Si tuve dudas sobre si contestar o no, se esfumaron cuando vi su sonrisa. Tenía una sonrisa amplia y agradable, una sonrisa de persona tímida, de esas que crean curiosidad, de esas que inspiran confianza. Le devolví la sonrisa.

-       -   He llegado hoy – no supe que decir a continuación.

       - Española, ¿de qué parte? – agradecí que el siguiera la conversación.

-          - De Sevilla, Andalucía, al sur. – lo dije rápido, casi sin pararme a respirar. Él volvió a sonreír.

-          - Lo sé, estuve estudiando en Salamanca dos años – no sé cómo no me había dado cuenta antes, su español era perfecto, a pesar del acento griego.

Eryx era alto y delgado, tenía unos ojos enormes de un color marrón claro que parecían amarillos si el sol incidía sobre ellos. Una nariz fina, levemente abultada adornaba una cara de rasgos grandes y marcados. Llevaba el flequillo más largo que el resto del pelo y debajo de la camisa de cuadros le asomaba una cadena plateada. No sé bien por qué el detalle de la cadena me gustó, me invadió la curiosidad de saber que llevaba colgado, además, la cadena le quedaba bien.

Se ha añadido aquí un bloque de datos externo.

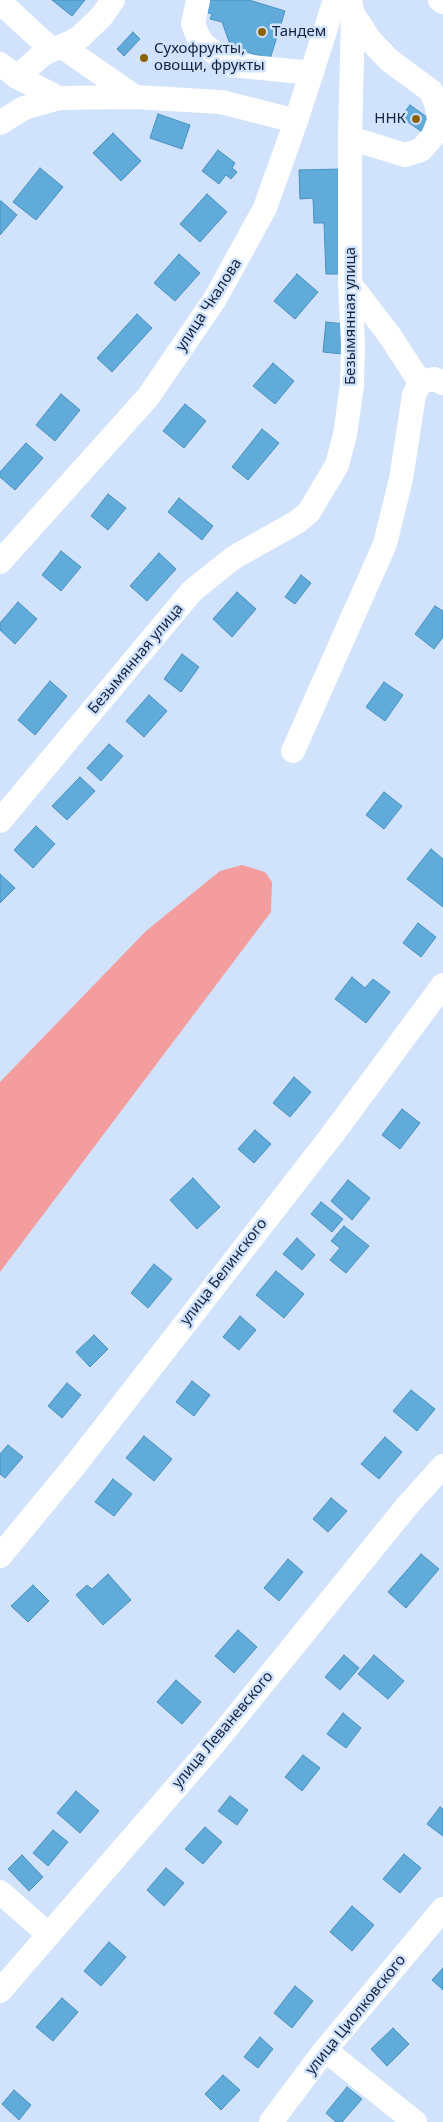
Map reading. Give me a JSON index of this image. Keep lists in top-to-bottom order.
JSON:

-         -  Y, ¿Qué te ha traído hasta aquí?

-         - La vida, supongo. Mi hermana tiene una casita aquí, un poco más arriba, pero ella sólo viene a pasar los meses de Julio.

-        -  ¿Y le merece la pena venir desde España para pasar un mes? Allá tenéis playas fabulosas. – usaba expresiones que me hacían gracia. Hablaba lento, sin dejar de sonreír.

Solté una carcajada. Me divertía su curiosidad, era directo, quizás porque hablaba un idioma que no era el suyo, y lo de las indirectas y las expresiones para enlazar frases no lo dominaba.

-          - Mi hermana vive en Roma, está casada con un cirujano de allí.

-         -  ¿Luca Vaccani? – era el nombre de mi cuñado, mi curiosidad estaba hiperactiva.
-          ¡Sí! – lo dije casi chillando, no sé que me hizo más ilusión, si el simple hecho de que conociera a Luca o qué tenía algo de qué hablar con aquel extraño - ¿de qué lo conoces?
Esta vez la carcajada la soltó él.

-         - El doctor Vaccani operó a mi padre hace algunos años del corazón, la operación era difícil pero el doctor Vaccani es un gran profesional. Mi padre siempre le estará agradecido.

El sol se estaba poniendo y empezaba a hacer frío. Me subí la cremallera del chaquetón hasta arriba y metí las manos en los bolsillos.

-          - Te acompaño a casa, estoy seguro que no sabes cómo volver.

No se equivocaba, de noche cualquier lugar es distinto, los sitios cambian cuando el sol se pone. Y mi orientación, pésima, no ayudaba en absoluto.


De camino a casa, mientras subíamos cuestas, me contó que su familia poseía numerosas joyerías repartidas por toda Grecia. Su bisabuelo se dedicaba a la compra y venta de joyas, un hombre ambicioso que con pocos recursos creó un negocio familiar que iba “sobre ruedas”, según me contó Eryx. Ellos pasaban en Santorini todos los veranos, que él recordara, pero a raíz de la salud de su padre se habían trasladado allí a vivir. Se notaba que estaba orgulloso de su familia. De él habló poco, me contó que había estudiado en Roma ciencias políticas y que después en Salamanca había completado sus estudios, “amplió conocimientos”. Me divertía escucharlo, la cancioncilla de su acento hacía que me sintiera a gusto, hacía que sonriera de manera sincera, hacía que sonriera como no lo había hecho en meses.